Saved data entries
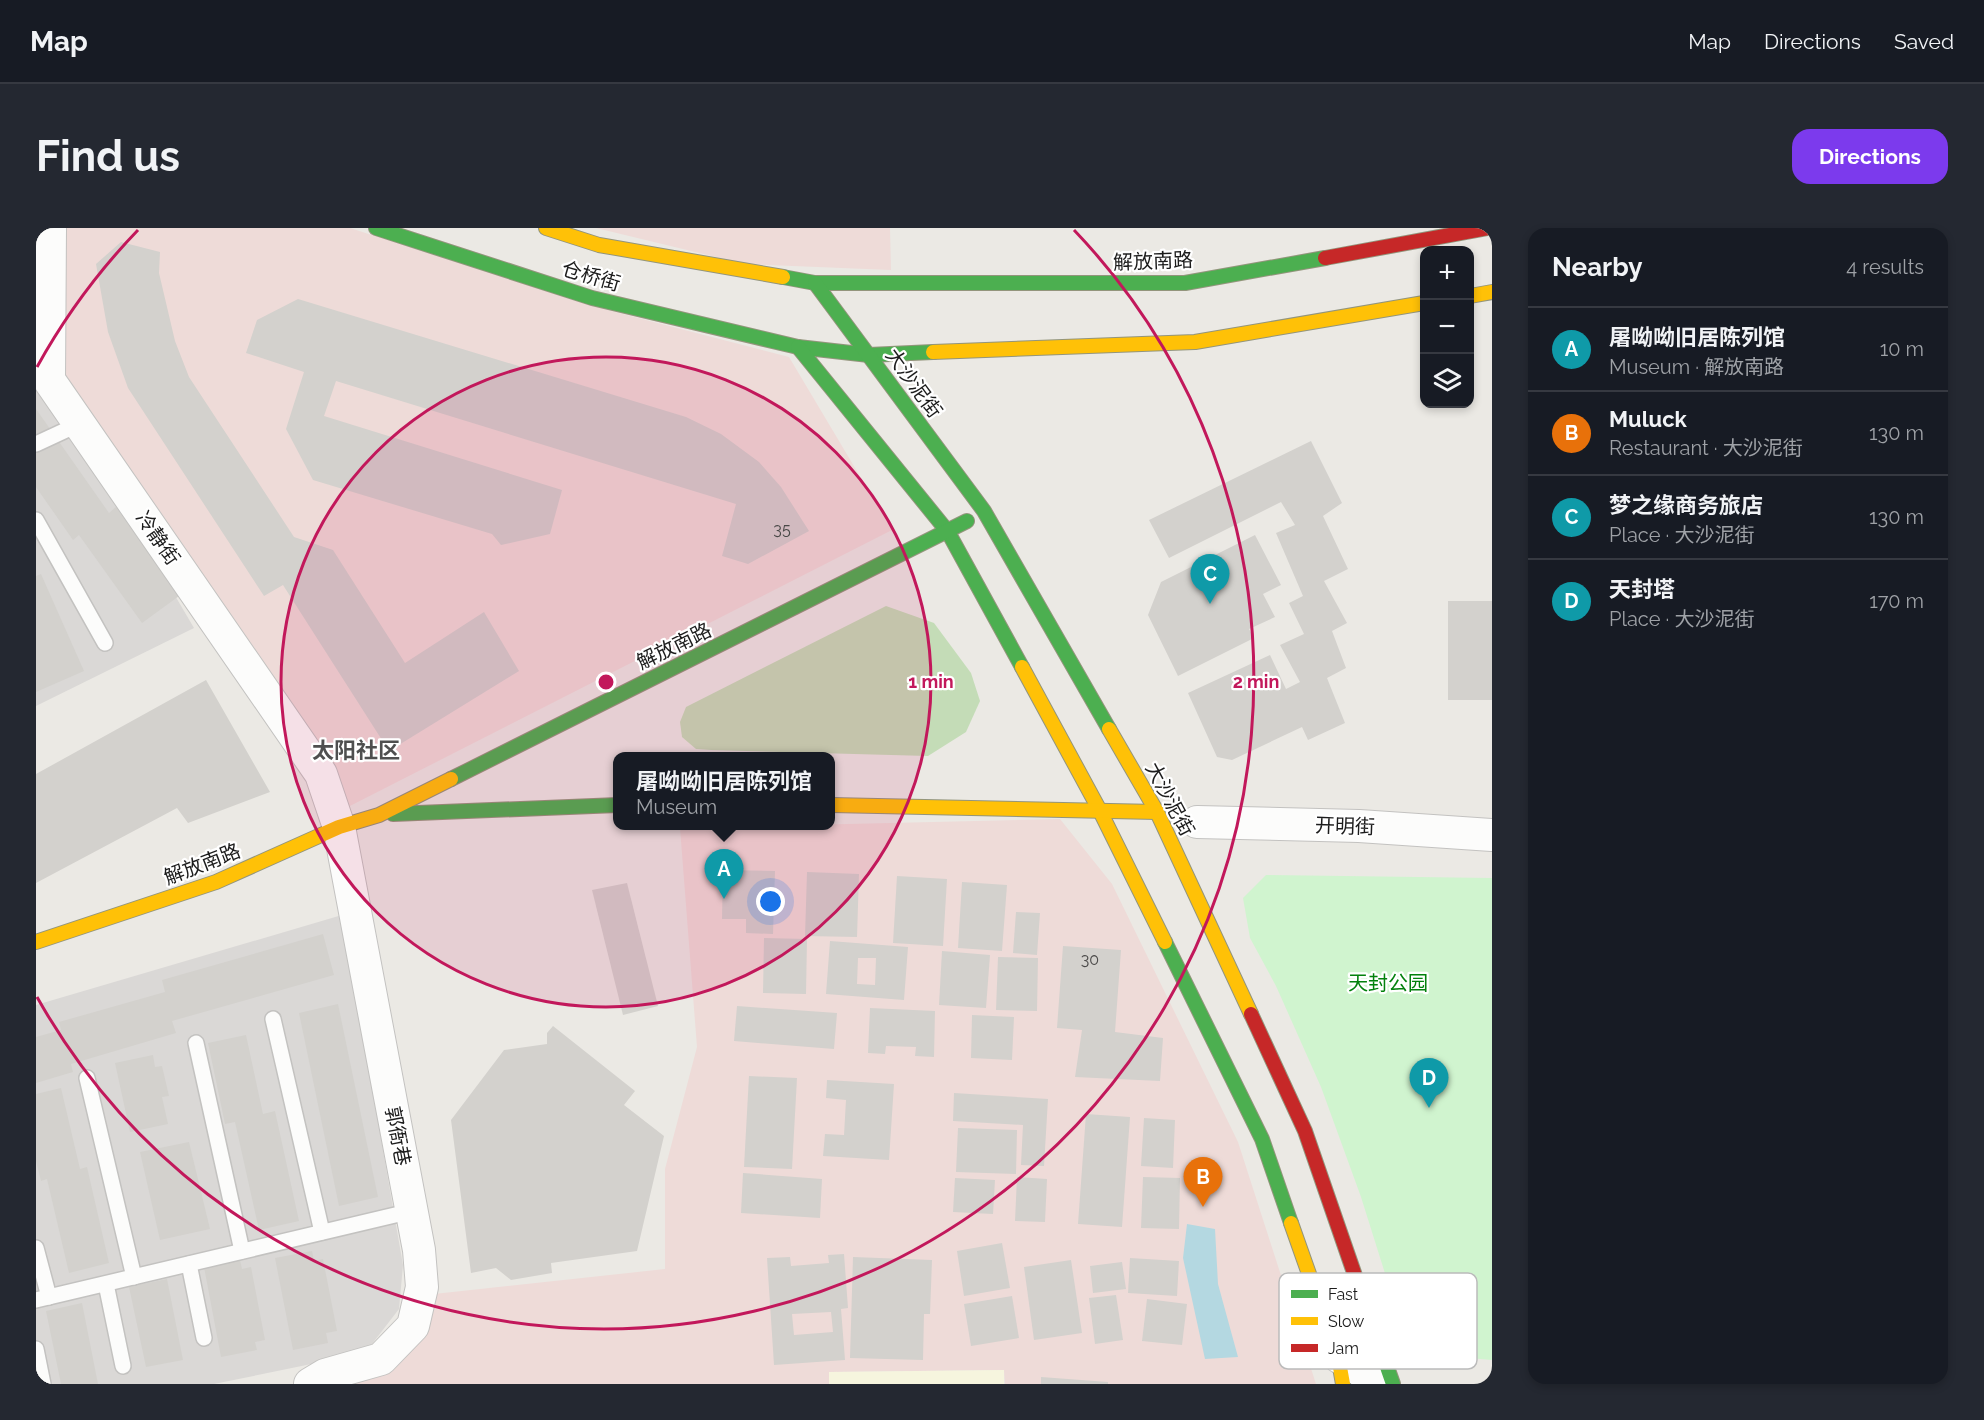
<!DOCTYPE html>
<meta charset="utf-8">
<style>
:root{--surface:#171b24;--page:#242831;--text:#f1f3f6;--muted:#9ea1a6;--line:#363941;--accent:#7c3aed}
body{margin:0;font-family:Raleway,"Noto Sans SC",sans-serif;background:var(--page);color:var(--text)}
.controls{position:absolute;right:18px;top:18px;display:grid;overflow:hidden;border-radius:12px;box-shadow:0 3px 9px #0003}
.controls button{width:54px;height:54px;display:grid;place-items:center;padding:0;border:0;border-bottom:2px solid var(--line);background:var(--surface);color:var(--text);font:30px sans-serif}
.you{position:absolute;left:735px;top:674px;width:21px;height:21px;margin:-15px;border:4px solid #fff;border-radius:50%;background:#1a73e8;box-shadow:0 0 0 9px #1a73e833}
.badge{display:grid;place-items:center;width:39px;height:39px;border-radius:50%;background:var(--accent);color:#fff;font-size:20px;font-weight:700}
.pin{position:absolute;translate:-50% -50px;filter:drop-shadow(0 2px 3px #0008)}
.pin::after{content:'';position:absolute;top:32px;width:21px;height:18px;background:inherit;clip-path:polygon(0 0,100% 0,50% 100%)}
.popup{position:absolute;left:577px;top:524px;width:222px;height:78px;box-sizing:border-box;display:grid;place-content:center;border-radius:12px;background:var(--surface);filter:drop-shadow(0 2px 4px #0005);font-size:20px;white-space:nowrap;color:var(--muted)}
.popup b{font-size:22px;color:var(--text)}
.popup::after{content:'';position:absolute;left:50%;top:100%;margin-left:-12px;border:12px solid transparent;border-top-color:var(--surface)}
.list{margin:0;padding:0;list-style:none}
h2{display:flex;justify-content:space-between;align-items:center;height:78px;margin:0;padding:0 24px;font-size:26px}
h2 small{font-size:20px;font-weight:400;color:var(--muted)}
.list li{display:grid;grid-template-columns:39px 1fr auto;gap:18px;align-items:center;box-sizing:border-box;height:84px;padding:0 24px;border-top:2px solid var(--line)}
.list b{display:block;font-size:22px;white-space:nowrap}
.list p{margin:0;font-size:20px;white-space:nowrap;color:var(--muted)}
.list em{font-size:20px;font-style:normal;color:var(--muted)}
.icon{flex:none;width:33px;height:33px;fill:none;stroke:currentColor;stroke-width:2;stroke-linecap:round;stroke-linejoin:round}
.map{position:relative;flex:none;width:1456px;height:1156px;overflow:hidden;border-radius:18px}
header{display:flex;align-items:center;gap:36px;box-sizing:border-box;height:84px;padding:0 30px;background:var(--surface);border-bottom:2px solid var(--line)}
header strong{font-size:28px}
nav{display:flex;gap:33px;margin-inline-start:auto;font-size:21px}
.intro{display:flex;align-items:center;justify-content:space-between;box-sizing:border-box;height:144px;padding:0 36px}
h1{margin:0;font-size:42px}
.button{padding:15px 27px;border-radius:18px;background:var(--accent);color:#fff;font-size:21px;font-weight:700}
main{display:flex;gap:36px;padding:0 36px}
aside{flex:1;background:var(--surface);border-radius:18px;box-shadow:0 3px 9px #0003}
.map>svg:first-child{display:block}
.residential{fill:#dad8d6}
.commercial{fill:#eedbd8}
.education{fill:#f6f5de}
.forest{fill:#c4dcb7}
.park{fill:#d0f4cf}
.water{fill:#b4d8e1}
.building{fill:#d3d1cd;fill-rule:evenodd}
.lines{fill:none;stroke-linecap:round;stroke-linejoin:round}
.lane-casing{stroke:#c3c2c0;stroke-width:18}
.street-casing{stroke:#c3c2c0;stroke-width:34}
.fast-casing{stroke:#93957c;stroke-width:16}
.slow-casing{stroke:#93957c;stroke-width:16}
.jam-casing{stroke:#93957c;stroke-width:16}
.lane{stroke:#fcfcfb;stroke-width:15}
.street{stroke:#fcfcfb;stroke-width:32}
.fast{stroke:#4caf50;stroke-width:14}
.slow{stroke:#ffc107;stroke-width:14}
.jam{stroke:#c62828;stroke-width:14}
.ring{fill:none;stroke:#c2185b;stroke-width:3}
.labels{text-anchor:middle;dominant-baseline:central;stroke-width:4.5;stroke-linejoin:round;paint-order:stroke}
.number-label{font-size:16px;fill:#4a4948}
.street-label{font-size:20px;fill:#1c1c1c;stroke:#fff}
.park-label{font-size:20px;fill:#03810d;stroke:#fff}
.quarter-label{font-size:22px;font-weight:bold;fill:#4f4f4f;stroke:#fff}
.key{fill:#fff;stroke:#bbb;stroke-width:1.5}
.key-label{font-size:16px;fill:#1c1c1c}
.centre{fill:#c2185b;stroke:#fff;stroke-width:3}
.ring-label{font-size:18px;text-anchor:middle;font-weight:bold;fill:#c2185b;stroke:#fff;stroke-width:4.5;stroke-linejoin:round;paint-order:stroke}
</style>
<header>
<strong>Map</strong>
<nav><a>Map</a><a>Directions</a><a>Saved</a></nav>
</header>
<div class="intro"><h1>Find us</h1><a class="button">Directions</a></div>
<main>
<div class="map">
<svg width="1456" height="1156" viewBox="0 0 1456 1156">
<rect width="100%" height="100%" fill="#ebe9e4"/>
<!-- residential -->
<g class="residential">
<polygon points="0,131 158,400 0,478"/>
<polygon points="306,687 367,1037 363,1081 329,1125 178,1156 0,1156 0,777"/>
</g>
<!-- commercial -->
<g class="commercial">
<polygon points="24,0 314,0 552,77 753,129 856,302 310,580 21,151"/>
<polygon points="560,0 854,0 855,42 709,36"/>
<polygon points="1024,591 1076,656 1202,914 1280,1156 969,1156 968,1142 793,1144 793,1156 294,1156 398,1066 629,1041 629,941 661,819 644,600"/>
</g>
<!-- education -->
<polygon class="education" points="968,1142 968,1156 793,1156 793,1144"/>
<!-- forest -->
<polygon class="forest" points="850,378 898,395 935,445 944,473 930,504 892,528 675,522 660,521 646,509 644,494 650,479"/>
<!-- park -->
<polygon class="park" points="1230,647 1456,650 1456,1132 1374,1125 1325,969 1285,859 1240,758 1214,710 1207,670"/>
<!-- water -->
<polygon class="water" points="1151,996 1179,1001 1182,1056 1202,1129 1169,1131 1147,1030"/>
<!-- building -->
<g class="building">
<polygon points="85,14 124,24 123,45 139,113 153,149 258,309 297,322 369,435 448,384 483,443 353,523 247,357 228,368 92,160 72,104 60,36"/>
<polygon points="262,71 650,189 685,206 723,234 745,259 773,303 712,336 686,328 700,276 300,153 288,188 526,262 514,306 465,317 456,306 277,252 250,201 268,144 210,125 221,92"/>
<polygon points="0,181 73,285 80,279 143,368 106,395 43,307 37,312 0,259"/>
<polygon points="1275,213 1306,275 1287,288 1312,341 1288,353 1311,395 1296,403 1310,440 1291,450 1309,495 1272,512 1266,499 1196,532 1181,529 1152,465 1234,427 1250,461 1264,454 1244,417 1268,406 1253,375 1267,368 1240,305 1259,297 1245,274 1133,330 1113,292"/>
<polygon points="1219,307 1245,357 1227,366 1239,389 1213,401 1218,410 1142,448 1112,387 1125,354"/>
<polygon points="5,346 48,443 0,464 0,348"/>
<rect x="1412" y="373" width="44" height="99"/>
<polygon points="170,452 234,564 152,595 141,580 0,655 0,546"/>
<polygon points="687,642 739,643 737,706 710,705 710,691 686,691"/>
<polygon points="771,644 823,646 821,709 769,708"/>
<polygon points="861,648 911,651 907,718 857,715"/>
<polygon points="926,654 971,657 966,723 922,720"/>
<polygon points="591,655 622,778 587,787 556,662"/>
<polygon points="980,684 1004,685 1001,727 977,725"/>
<polygon points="287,706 298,747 136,793 140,805 35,836 37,844 0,855 0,809 25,802 23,794 129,764 126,752"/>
<polygon points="728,710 771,711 770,766 727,765"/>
<path d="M794 713 872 719 868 772 790 766ZM822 730H840L839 757 821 756Z"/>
<polygon points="1027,718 1085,722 1079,804 1127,810 1124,853 1039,849 1046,802 1021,800"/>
<polygon points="906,723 954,727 950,780 903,777"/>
<polygon points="962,729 1002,730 1001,783 960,782"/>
<polygon points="302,776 342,969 303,978 263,785"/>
<polygon points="701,778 801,785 798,821 698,813"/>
<polygon points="834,780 899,783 898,829 879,828 880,819 850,818 849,826 832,825"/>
<polygon points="936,787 978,789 976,832 935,830"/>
<polygon points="517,798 599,863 588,877 628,908 601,1023 515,1035 516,1045 475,1052 460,1040 435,1045 415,892 468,822 511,816 511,805"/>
<polygon points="210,807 227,886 239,883 263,993 223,1002 199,894 189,896 172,815"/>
<polygon points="117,827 119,839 126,838 133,868 126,869 132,896 94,904 79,835"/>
<polygon points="713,848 761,850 756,941 708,939"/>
<polygon points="791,852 858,856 853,932 787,928 789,906 808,907 810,872 790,870"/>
<polygon points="25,860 44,941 51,939 73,1035 33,1045 11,951 5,953 0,933 0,866"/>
<polygon points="918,865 1012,871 1008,938 985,937 987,897 917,893"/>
<polygon points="1050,886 1094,889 1086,999 1042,996"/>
<polygon points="1108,890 1139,892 1137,940 1105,938"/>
<polygon points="922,900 981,902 980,946 920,944"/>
<polygon points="153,914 174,1001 124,1012 104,924"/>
<polygon points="707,945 786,951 784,990 705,985"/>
<polygon points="981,949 1011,951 1009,994 979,993"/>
<polygon points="1107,949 1144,950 1143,1001 1105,1000"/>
<polygon points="919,950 959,952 957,986 917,984"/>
<polygon points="966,1015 974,1060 928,1068 921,1023"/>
<polygon points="276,1023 278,1033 287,1031 301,1103 290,1105 292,1115 257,1122 239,1030"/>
<path d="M808 1026 812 1080 805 1081 809 1132 738 1137 731 1030 754 1029 755 1038 793 1035 792 1027ZM795 1084 797 1104 758 1107 756 1086Z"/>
<polygon points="817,1029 896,1032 894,1086 888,1086 887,1132 814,1130"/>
<polygon points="1094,1030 1143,1033 1141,1068 1092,1065"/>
<polygon points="204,1032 206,1041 215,1039 229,1112 219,1114 221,1122 185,1129 168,1039"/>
<polygon points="1035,1032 1046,1105 998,1112 988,1039"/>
<polygon points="1086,1034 1090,1061 1057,1065 1054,1038"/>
<polygon points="131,1051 147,1132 110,1139 93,1059"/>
<polygon points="1080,1067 1087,1112 1059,1116 1053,1070"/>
<polygon points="976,1068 983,1110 935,1118 928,1076"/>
<polygon points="1111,1071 1151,1076 1146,1117 1106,1113"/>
<polygon points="46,1075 62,1156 25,1156 10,1083"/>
<polygon points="1005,1149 1072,1154 1072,1156 1005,1156"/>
</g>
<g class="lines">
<defs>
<g id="lane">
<polyline points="0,216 43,196"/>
<polyline points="0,292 69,415"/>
<polyline points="237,791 286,1004"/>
<polyline points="160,815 206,1023"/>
<polyline points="51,850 98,1049"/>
<polyline points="0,1020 13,1069"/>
<polyline points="153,1036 168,1110"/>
<polyline points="70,1056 87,1138"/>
<polyline points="0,1072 376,983"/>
<polyline points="0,1121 7,1156"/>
</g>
<g id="street">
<polyline points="14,0 13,152 285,546 303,599 383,1022 386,1059 377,1098 345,1131 289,1147 274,1156"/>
<polyline points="1161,594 1323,598 1456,607"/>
<polyline points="1302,1128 1345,1156"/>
</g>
<g id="fast">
<polyline points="340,0 556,70 762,119 833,127 897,124"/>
<polyline points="747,49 779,55 1149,55 1289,30"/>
<polyline points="779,55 948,283 1073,501"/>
<polyline points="762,119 912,304 986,439"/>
<polyline points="415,551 931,293"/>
<polyline points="357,586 582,577"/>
<polyline points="1129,714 1226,911 1255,995"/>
<polyline points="1324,1062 1357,1156"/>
</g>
<g id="slow">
<polyline points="510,0 563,17 747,49"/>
<polyline points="1434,68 1456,64"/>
<polyline points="897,124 1159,114 1388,75"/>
<polyline points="986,439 1063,581 1129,714"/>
<polyline points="1073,501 1121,584 1215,786"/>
<polyline points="795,577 1121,584"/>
<polyline points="0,714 180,654 303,599 343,587 415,551"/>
<polyline points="1255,995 1302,1128 1307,1156"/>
</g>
<g id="jam">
<polyline points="1289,30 1452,0"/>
<polyline points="1215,786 1269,903 1324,1062"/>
</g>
</defs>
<!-- lane casing -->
<use href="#lane" class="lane-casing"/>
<!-- street casing -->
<use href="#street" class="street-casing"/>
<!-- fast casing -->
<use href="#fast" class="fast-casing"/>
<!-- slow casing -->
<use href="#slow" class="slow-casing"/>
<!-- jam casing -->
<use href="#jam" class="jam-casing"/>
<!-- lane -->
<use href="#lane" class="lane"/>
<!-- street -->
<use href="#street" class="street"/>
<!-- fast -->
<use href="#fast" class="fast"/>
<!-- slow -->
<use href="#slow" class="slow"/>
<!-- jam -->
<use href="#jam" class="jam"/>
</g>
<!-- distance rings -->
<circle cx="570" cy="454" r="325" fill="#c2185b" fill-opacity=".12"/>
<g class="ring">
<circle cx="570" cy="454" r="325"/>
<path d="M1 139A650 650 0 0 1 102 2M1038 2A650 650 0 1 1 1 769"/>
</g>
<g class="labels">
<!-- number labels -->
<g class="number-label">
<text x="746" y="301">35</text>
<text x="1054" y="731">30</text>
</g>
<!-- street labels -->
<g class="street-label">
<text transform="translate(1117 33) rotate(-2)">解放南路</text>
<text transform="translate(555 48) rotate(16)">仓桥街</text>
<text transform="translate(878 155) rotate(54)">大沙泥街</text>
<text transform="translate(122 310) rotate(55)">冷静街</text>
<text transform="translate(638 418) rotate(-26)">解放南路</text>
<text transform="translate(1134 571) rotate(62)">大沙泥街</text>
<text transform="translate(1309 598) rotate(2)">开明街</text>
<text transform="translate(166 636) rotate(-21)">解放南路</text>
<text transform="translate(362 908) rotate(79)">郭衙巷</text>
</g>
<!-- park labels -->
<g class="park-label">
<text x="1352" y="755">天封公园</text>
</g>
<!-- quarter labels -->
<g class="quarter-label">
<text x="320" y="522">太阳社区</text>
</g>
</g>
<!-- legend -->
<rect x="1243" y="1045" width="198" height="96" rx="9" class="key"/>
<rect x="1255" y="1062" width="27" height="8" fill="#4caf50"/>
<rect x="1255" y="1089" width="27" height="8" fill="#ffc107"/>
<rect x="1255" y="1116" width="27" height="8" fill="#c62828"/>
<g class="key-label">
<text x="1292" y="1072">Fast</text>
<text x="1292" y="1099">Slow</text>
<text x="1292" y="1126">Jam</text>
</g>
<circle cx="570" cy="454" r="9" class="centre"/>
<g class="ring-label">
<text x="895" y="460">1 min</text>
<text x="1220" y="460">2 min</text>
</g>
</svg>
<div class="controls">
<button>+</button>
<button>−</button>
<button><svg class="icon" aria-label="layers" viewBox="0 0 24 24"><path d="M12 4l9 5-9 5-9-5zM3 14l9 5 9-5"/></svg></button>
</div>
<div class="you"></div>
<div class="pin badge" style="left:688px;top:671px;background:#0f9aa8">A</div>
<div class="popup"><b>屠呦呦旧居陈列馆</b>Museum</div>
<div class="pin badge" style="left:1167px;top:979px;background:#e8710a">B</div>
<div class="pin badge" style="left:1174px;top:376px;background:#0f9aa8">C</div>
<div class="pin badge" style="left:1393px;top:880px;background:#0f9aa8">D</div>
</div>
<aside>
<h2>Nearby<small>4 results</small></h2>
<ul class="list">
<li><span class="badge" style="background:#0f9aa8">A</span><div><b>屠呦呦旧居陈列馆</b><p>Museum · 解放南路</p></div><em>10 m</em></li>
<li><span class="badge" style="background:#e8710a">B</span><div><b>Muluck</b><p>Restaurant · 大沙泥街</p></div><em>130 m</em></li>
<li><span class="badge" style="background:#0f9aa8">C</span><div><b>梦之缘商务旅店</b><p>Place · 大沙泥街</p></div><em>130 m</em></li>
<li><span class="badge" style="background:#0f9aa8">D</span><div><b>天封塔</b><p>Place · 大沙泥街</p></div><em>170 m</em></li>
</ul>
</aside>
</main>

# Goal of the exercise
For each line above that contains "hidden", make a copy.

# Task response
.controls{position:absolute;right:18px;top:18px;display:grid;overflow:hidden;border-radius:12px;box-shadow:0 3px 9px #0003}
.map{position:relative;flex:none;width:1456px;height:1156px;overflow:hidden;border-radius:18px}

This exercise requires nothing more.